=== Section Start ===

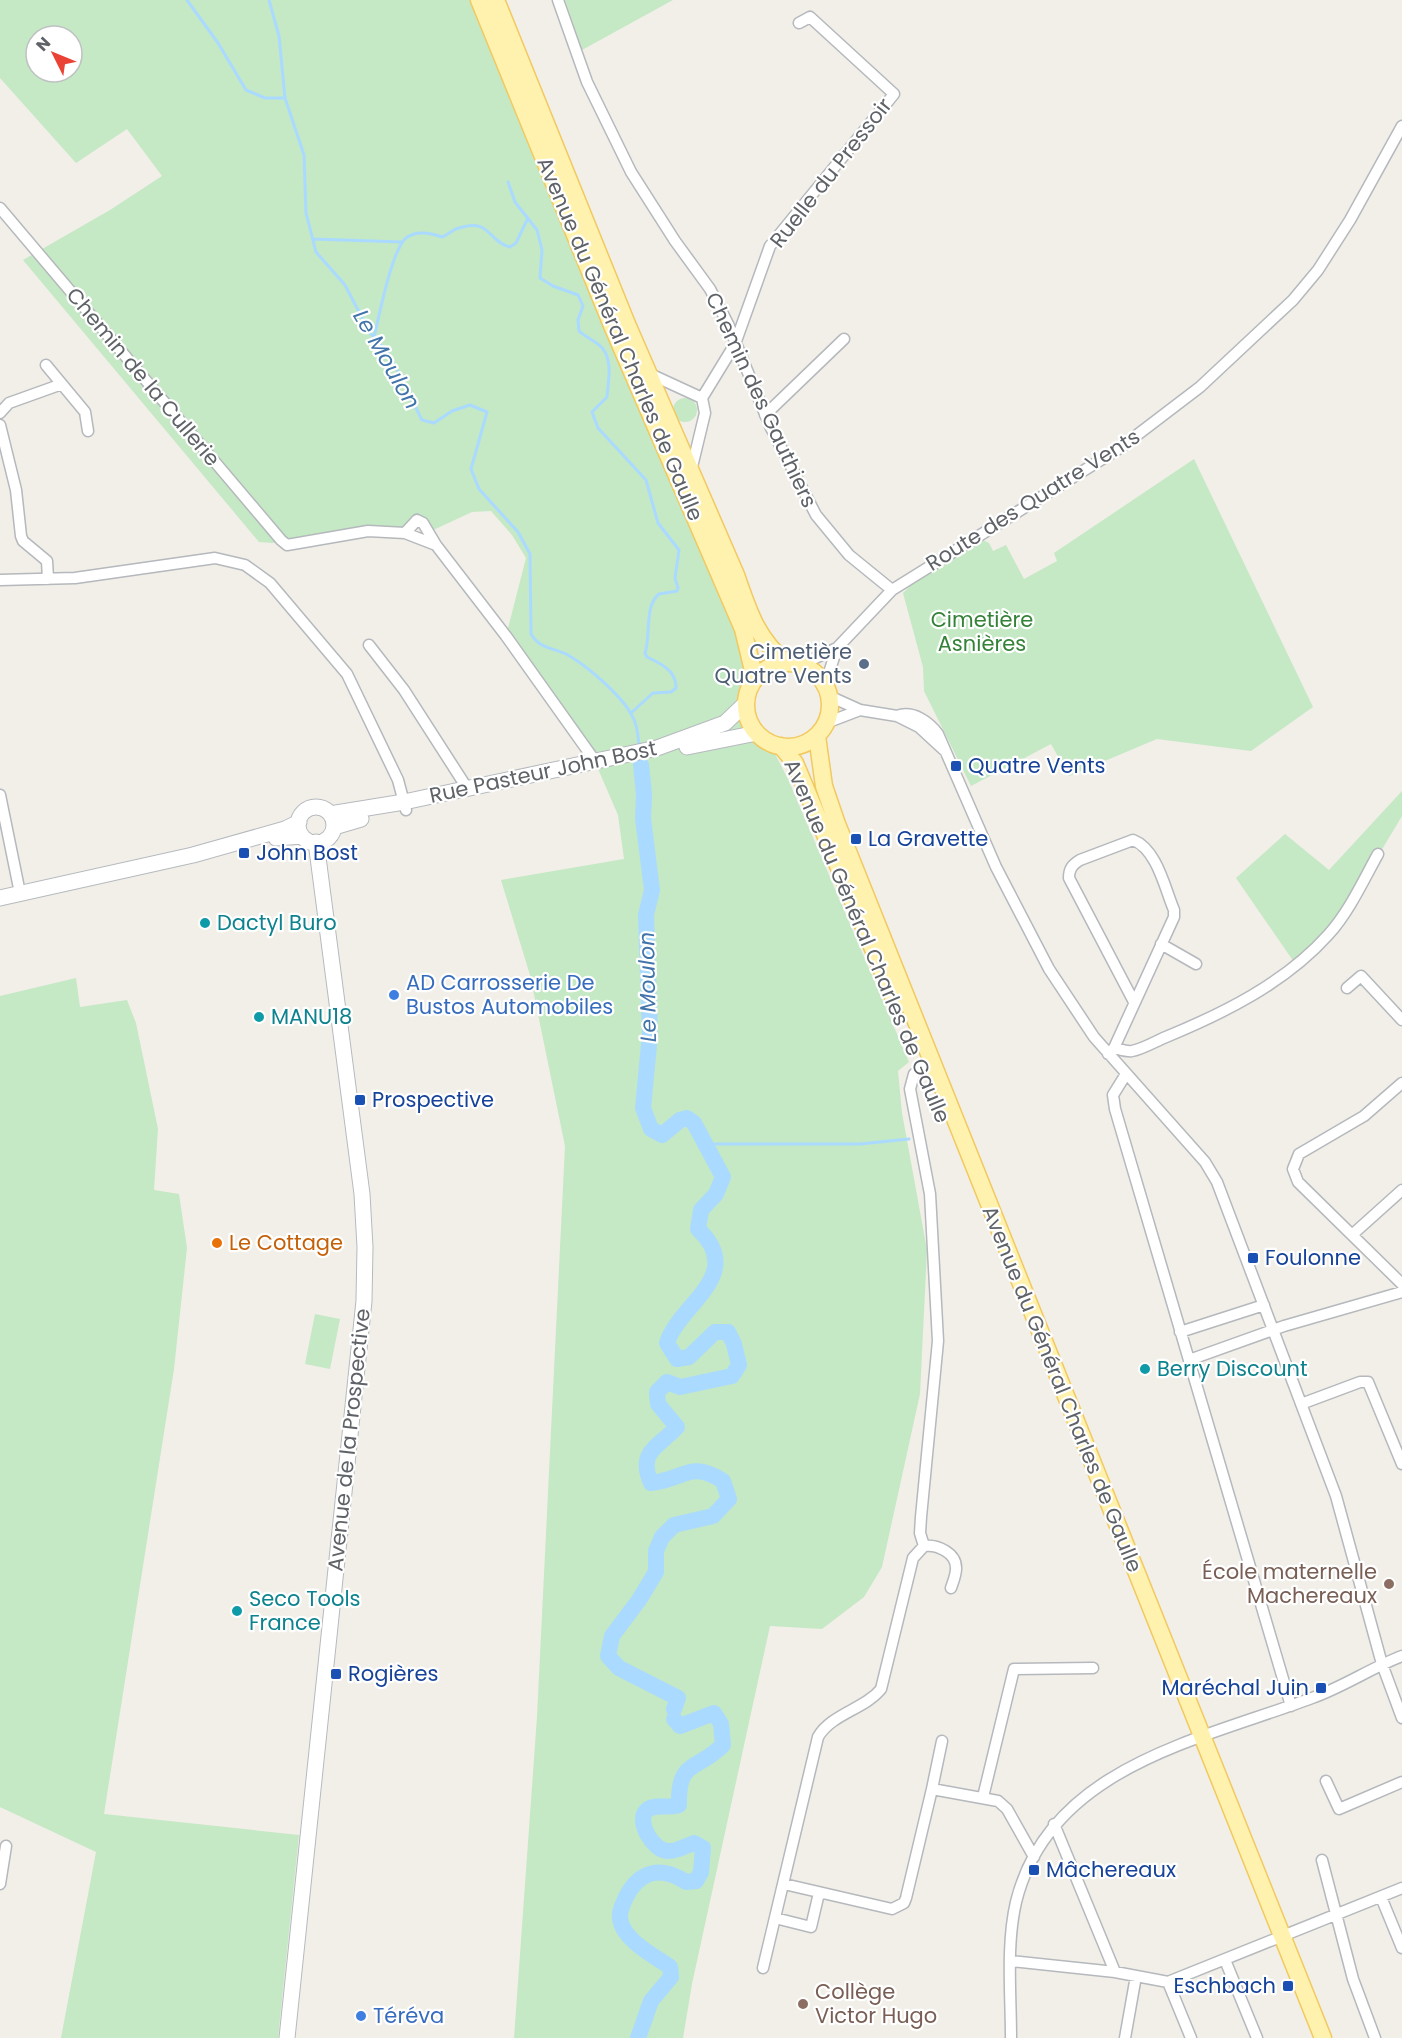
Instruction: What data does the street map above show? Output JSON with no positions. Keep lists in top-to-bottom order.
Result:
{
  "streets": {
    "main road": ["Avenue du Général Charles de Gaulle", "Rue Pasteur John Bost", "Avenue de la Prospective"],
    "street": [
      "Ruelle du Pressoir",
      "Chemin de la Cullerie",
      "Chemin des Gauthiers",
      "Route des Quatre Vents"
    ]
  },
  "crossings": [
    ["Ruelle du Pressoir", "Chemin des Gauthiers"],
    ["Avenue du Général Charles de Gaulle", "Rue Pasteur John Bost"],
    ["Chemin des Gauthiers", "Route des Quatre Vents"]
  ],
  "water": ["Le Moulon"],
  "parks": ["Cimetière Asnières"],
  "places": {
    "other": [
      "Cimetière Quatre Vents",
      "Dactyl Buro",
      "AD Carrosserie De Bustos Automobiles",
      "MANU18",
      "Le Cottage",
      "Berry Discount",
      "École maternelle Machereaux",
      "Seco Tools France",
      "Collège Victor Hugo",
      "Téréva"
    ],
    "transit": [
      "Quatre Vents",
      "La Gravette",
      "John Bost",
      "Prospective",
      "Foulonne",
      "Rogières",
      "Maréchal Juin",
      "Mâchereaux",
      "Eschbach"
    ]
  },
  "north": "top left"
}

=== Section End ===
=== Section Start ===

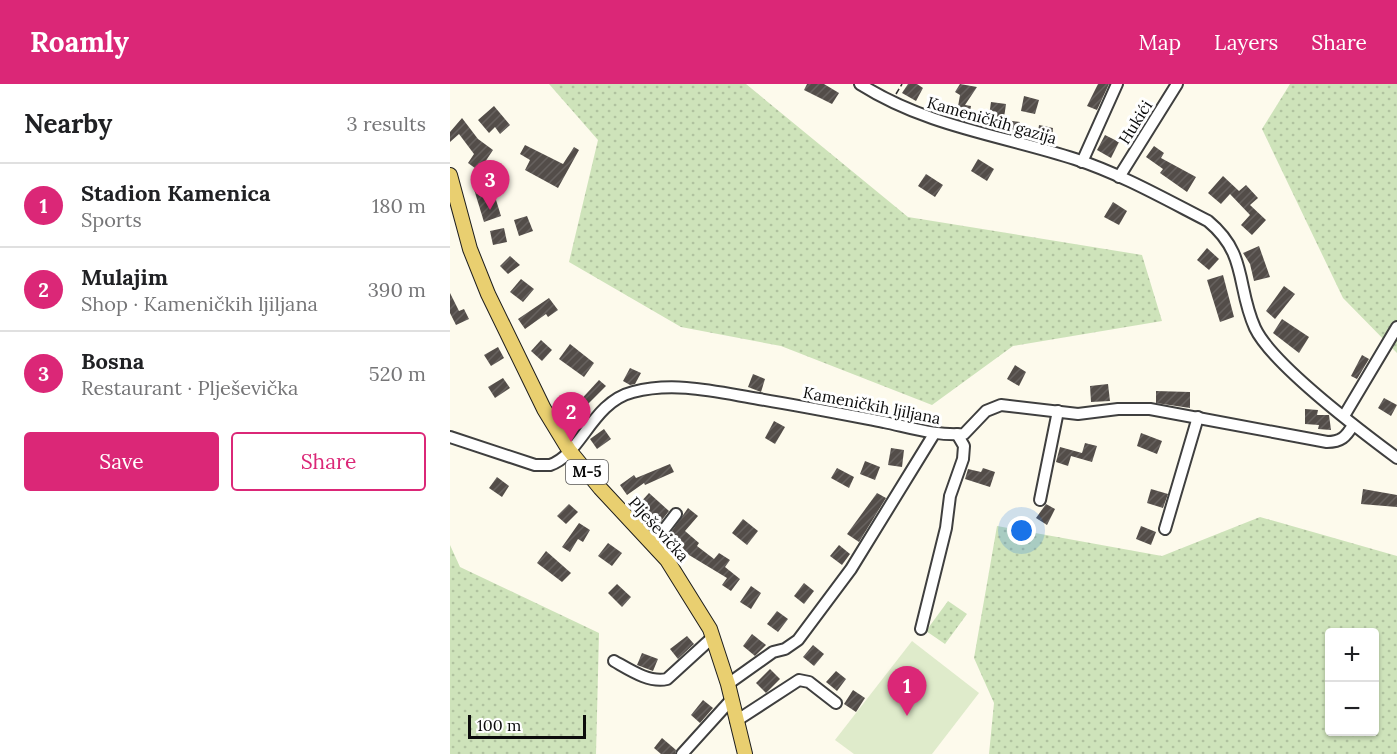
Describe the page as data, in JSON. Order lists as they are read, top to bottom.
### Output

=== Section End ===

▸ Problem description: Which lines of the data contain the word "JSON"? Copy each one.

▸ Response to this task:
Instruction: What data does the street map above show? Output JSON with no positions. Keep lists in top-to-bottom order.
Describe the page as data, in JSON. Order lists as they are read, top to bottom.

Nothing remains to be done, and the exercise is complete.